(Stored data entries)
Start of Block

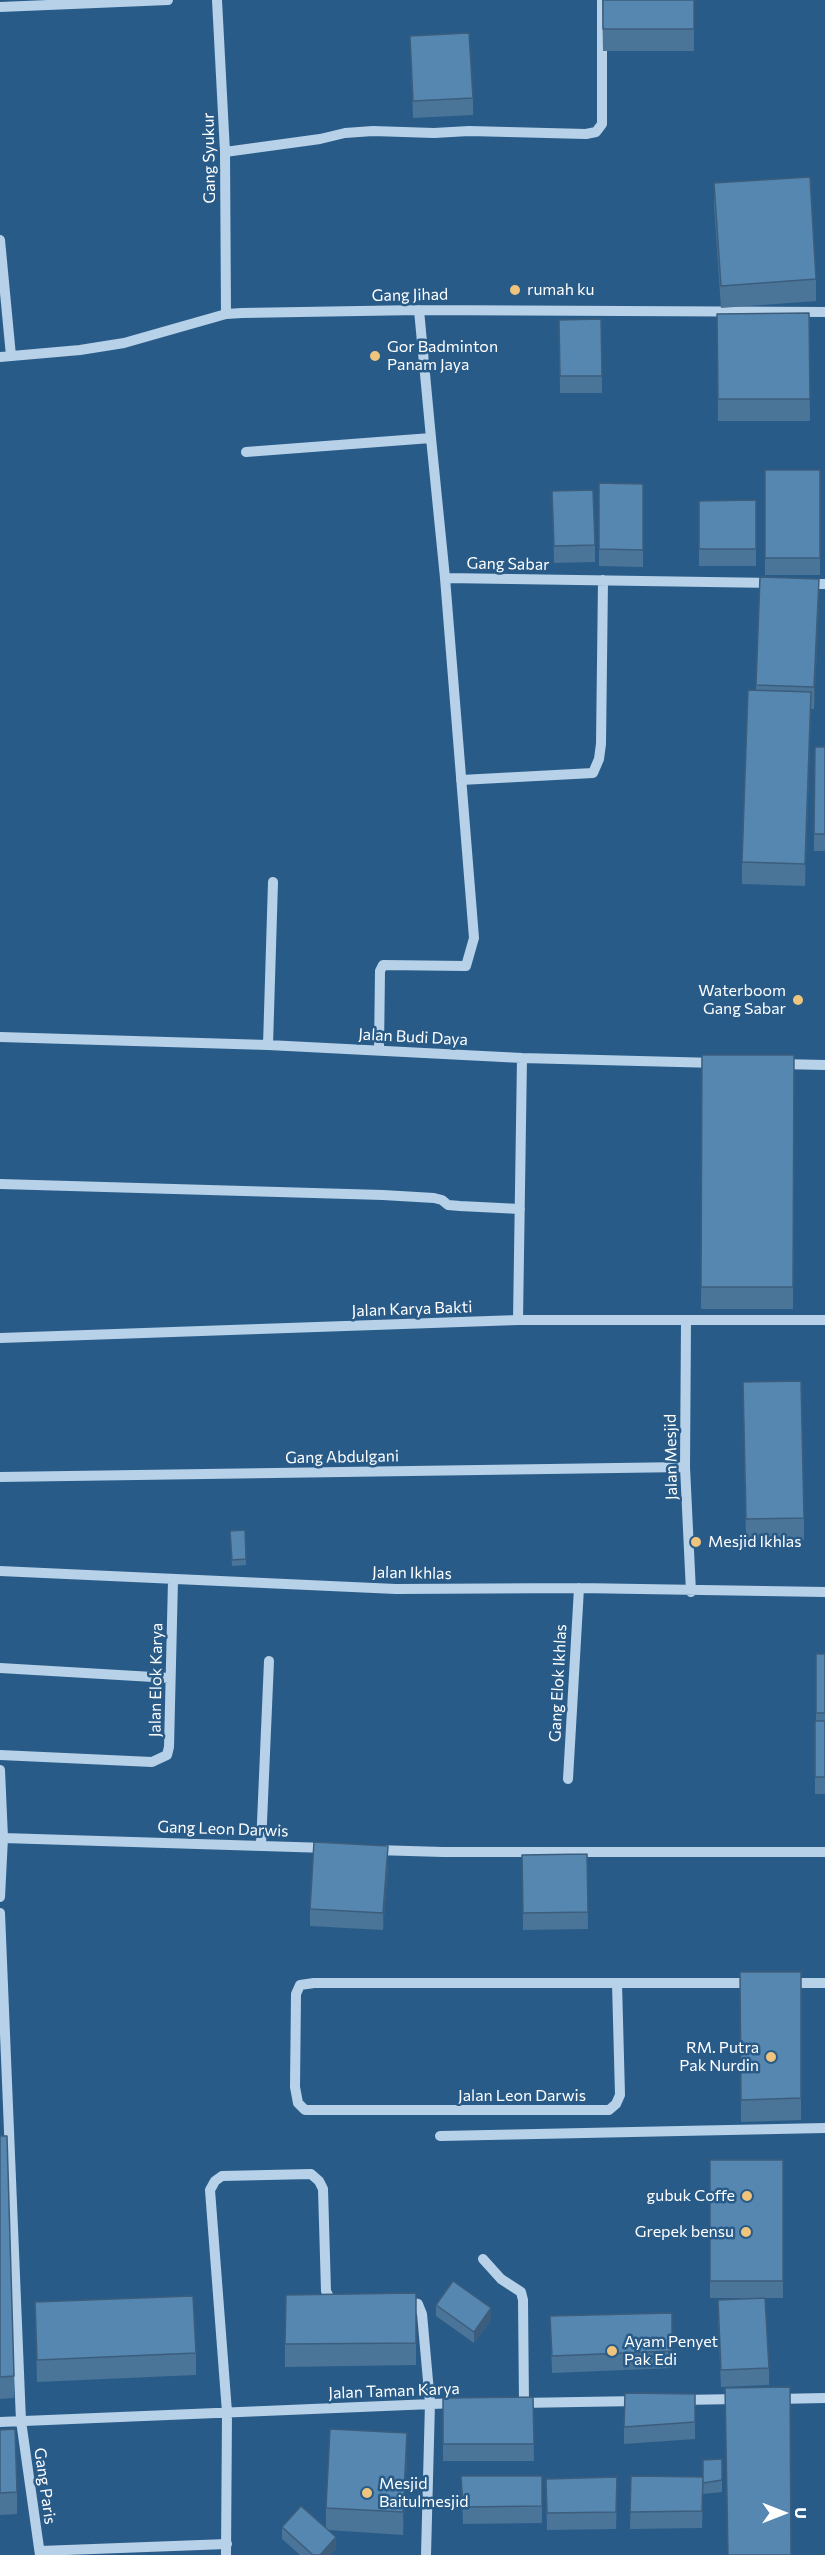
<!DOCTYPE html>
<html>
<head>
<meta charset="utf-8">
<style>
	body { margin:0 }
	#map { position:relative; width:825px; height:2555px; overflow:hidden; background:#295b88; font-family:Commissioner,sans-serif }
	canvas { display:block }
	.north { position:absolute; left:753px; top:2483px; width:60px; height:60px; -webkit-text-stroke:4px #295b88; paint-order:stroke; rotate:90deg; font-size:16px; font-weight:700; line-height:24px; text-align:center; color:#fff }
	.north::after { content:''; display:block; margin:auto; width:21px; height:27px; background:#fff; clip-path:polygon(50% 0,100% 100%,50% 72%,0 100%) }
</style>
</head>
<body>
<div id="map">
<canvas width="825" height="2555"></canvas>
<div class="north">U</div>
</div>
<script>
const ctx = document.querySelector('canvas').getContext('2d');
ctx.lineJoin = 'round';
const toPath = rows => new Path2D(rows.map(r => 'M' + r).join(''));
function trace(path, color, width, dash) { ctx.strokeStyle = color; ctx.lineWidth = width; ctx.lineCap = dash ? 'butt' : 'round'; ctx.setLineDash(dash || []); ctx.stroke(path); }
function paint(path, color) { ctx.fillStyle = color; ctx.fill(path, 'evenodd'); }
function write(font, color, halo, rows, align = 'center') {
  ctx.font = font + ' Commissioner,sans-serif'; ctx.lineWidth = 5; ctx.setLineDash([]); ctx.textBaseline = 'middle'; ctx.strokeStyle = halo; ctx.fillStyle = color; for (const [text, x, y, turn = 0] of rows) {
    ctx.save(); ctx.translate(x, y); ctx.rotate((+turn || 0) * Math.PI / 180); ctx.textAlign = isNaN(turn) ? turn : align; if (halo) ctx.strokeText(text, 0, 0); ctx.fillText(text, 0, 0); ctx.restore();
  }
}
trace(toPath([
	[217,0,225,152,226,314],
	[0,7,168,0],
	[225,152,320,139,345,133,373,131,434,133,469,131,586,134,596,132,602,124,602,0],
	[0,240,11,356],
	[419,310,431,438],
	[0,357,80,350,124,343,226,314,242,313,419,310,825,312],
	[246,452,431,438,445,578,774,583],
	[804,584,825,584],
	[461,780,593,773,599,759,601,744,603,580],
	[0,1037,268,1045,522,1058,717,1063],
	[268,1045,273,882],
	[379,1050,380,971,383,965,466,966,474,938,445,578],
	[780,1064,825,1065],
	[0,1184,383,1195,434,1198,442,1200,448,1205,460,1206,520,1209],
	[518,1320,522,1058],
	[686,1321,685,1467,691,1592],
	[0,1338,518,1320,825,1320],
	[0,1477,685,1467],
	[0,1571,396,1589,579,1588,825,1592],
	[0,1668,170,1678],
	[0,1755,152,1762,167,1755,169,1747,173,1580],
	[0,1770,3,1838,0,1897],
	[568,1779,579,1588],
	[3,1838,327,1848],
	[261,1845,269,1661],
	[375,1850,443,1852,825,1852],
	[0,1913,21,2421,40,2555],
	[617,1983,620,2095,616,2104,609,2110,305,2110,298,2103,295,2087,296,1994,300,1985,314,1983,753,1983],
	[786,1983,825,1983],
	[440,2136,825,2128],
	[483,2259,501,2279,521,2292,523,2300,524,2403],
	[404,2301,418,2304,422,2314,430,2403,426,2555],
	[777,2399,825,2398],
	[681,2400,738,2399],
	[519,2403,639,2401],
	[0,2422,456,2403],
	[40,2551,227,2544],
	[226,2555,227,2412,210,2190,215,2181,222,2176,311,2174,319,2181,323,2189,326,2291,330,2299,337,2301]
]), '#b6d1e8', 10);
paint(toPath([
	[602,0,694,0,694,51,603,51],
	[410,36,473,98,473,115,413,118],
	[714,183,816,279,816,301,721,308,714,205],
	[809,313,810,421,718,421,717,314],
	[601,319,602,393,560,393,559,320],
	[765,470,820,470,820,575,765,575],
	[599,483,643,484,643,567,599,566],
	[552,491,595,545,595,562,554,563],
	[756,500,756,566,699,566,699,501],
	[760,577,819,601,814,709,811,709,805,886,742,884,742,862,756,690],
	[825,747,825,851,814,851,814,834],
	[702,1055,794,1055,793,1309,701,1309],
	[743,1382,804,1518,804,1540,746,1541],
	[245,1530,246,1565,232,1566,230,1531],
	[816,1654,825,1654,825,1794,815,1794,815,1721,816,1721],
	[587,1854,588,1929,523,1930,522,1855],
	[388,1864,383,1930,310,1926,310,1909],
	[740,1972,801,1972,801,2120,741,2122],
	[0,2136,14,2376,14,2398,0,2399],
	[710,2160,783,2160,783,2298,765,2298,769,2368,769,2385,721,2387,718,2317,718,2300,753,2298,710,2298],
	[416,2293,416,2365,285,2367,285,2344],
	[35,2302,196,2353,196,2375,37,2382],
	[436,2305,491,2320,474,2343,436,2316],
	[672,2313,672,2368,552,2373,550,2316],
	[695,2394,695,2439,624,2444,624,2427],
	[533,2397,534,2461,443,2461,443,2398],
	[0,2430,17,2492,17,2514,0,2515],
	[407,2456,403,2535,328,2530,336,2549,330,2555,300,2555,282,2539,282,2527,326,2528,326,2508],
	[722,2459,722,2492,703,2494,702,2528,630,2529,631,2476,703,2477],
	[461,2476,542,2476,542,2523,463,2524],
	[546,2479,617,2494,616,2529,547,2530]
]), '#4a7498');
paint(toPath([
	[819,579,819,601,814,709,814,687],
	[811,692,811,714,805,886,805,864],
	[388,1846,388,1864,383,1930,383,1913],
	[491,2308,491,2320,474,2343,474,2332],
	[407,2433,407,2456,403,2535,403,2512],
	[336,2537,336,2549,330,2555,320,2555]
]), '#3c5e7c');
const building = toPath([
	[603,0,694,0,694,29,603,29,603,0],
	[469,33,473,98,413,101,410,36,469,33],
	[810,177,816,279,721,286,714,183,810,177],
	[809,313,810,399,718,399,717,314,809,313],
	[601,319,602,376,560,376,559,320,601,319],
	[765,470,820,470,820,558,765,558,765,470],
	[599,483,643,484,643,550,599,549,599,483],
	[593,490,595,545,554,546,552,491,593,490],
	[756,500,756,549,699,549,699,501,756,500],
	[760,577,819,579,814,687,756,685,760,577],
	[748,690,811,692,805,864,742,862,748,690],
	[815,747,825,747,825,834,814,834,815,747],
	[702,1055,794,1055,793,1287,701,1287,702,1055],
	[801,1381,804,1518,746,1519,743,1382,801,1381],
	[245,1530,246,1559,232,1560,230,1531,245,1530],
	[816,1654,825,1654,825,1713,816,1713,816,1654],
	[815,1721,825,1721,825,1777,815,1777,815,1721],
	[314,1842,388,1846,383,1913,310,1909,314,1842],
	[587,1854,588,1912,523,1913,522,1855,587,1854],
	[740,1972,801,1972,801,2098,741,2100,740,1972],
	[0,2136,7,2136,14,2376,0,2377,0,2136],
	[710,2160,783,2160,783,2281,710,2281,710,2160],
	[453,2281,491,2308,474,2332,436,2305,453,2281],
	[416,2293,416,2343,285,2344,286,2295,416,2293],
	[193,2296,196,2353,37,2360,35,2302,193,2296],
	[765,2298,769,2368,721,2370,718,2300,765,2298],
	[672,2313,672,2351,552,2356,550,2316,672,2313],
	[790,2387,791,2555,728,2555,725,2388,790,2387],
	[625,2393,695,2394,695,2422,624,2427,625,2393],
	[533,2397,534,2444,443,2444,443,2398,533,2397],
	[15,2429,17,2492,0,2493,0,2430,15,2429],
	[330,2429,407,2433,403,2512,326,2508,330,2429],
	[722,2459,722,2480,703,2483,703,2460,722,2459],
	[461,2476,542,2476,542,2506,463,2507,461,2476],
	[631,2476,703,2477,702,2511,630,2512,631,2476],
	[617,2477,616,2512,547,2513,546,2479,617,2477],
	[301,2506,336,2537,320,2555,313,2555,282,2527,301,2506]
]);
paint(building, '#5687b1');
trace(building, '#3c5e7c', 1.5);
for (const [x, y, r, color] of [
	[515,290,6,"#efc47d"],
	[375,356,6,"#efc47d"],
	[798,1000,6,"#efc47d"],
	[696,1542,6,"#efc47d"],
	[771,2057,6,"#efc47d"],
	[747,2196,6,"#efc47d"],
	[746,2232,6,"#efc47d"],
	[612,2351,6,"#efc47d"],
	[367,2493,6,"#efc47d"]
]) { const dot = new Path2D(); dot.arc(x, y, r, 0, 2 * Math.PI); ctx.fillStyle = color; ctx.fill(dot); trace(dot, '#295b88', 2); }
write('16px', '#fff', '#295b88', [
	["Gang Syukur",209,158,-91],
	["Gang Jihad",410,295,-1],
	["Gang Sabar",508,564,1],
	["Jalan Budi Daya",413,1037,3],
	["Jalan Karya Bakti",412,1309,-2],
	["Gang Abdulgani",342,1457,-1],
	["Jalan Mesjid",671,1457,-91],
	["Jalan Ikhlas",412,1573,1],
	["Jalan Elok Karya",156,1680,-89],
	["Gang Elok Ikhlas",558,1683,-87],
	["Gang Leon Darwis",223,1829,2],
	["Jalan Leon Darwis",522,2096],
	["Jalan Taman Karya",394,2391,-2],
	["Gang Paris",45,2486,82]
]);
write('16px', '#fff', '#295b88', [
	["rumah ku",527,290],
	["Gor Badminton",387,347],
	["Panam Jaya",387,365],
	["Waterboom",786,991,"right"],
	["Gang Sabar",786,1009,"right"],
	["Mesjid Ikhlas",708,1542],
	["RM. Putra",759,2048,"right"],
	["Pak Nurdin",759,2066,"right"],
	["gubuk Coffe",735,2196,"right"],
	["Grepek bensu",734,2232,"right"],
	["Ayam Penyet",624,2342],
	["Pak Edi",624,2360],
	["Mesjid",379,2484],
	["Baitulmesjid",379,2502]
], 'left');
</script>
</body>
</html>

End of Block

# Exercise brief
Find every line in the records that uses the string "canvas", then copy it.

# Reply
	canvas { display:block }
<canvas width="825" height="2555"></canvas>
const ctx = document.querySelector('canvas').getContext('2d');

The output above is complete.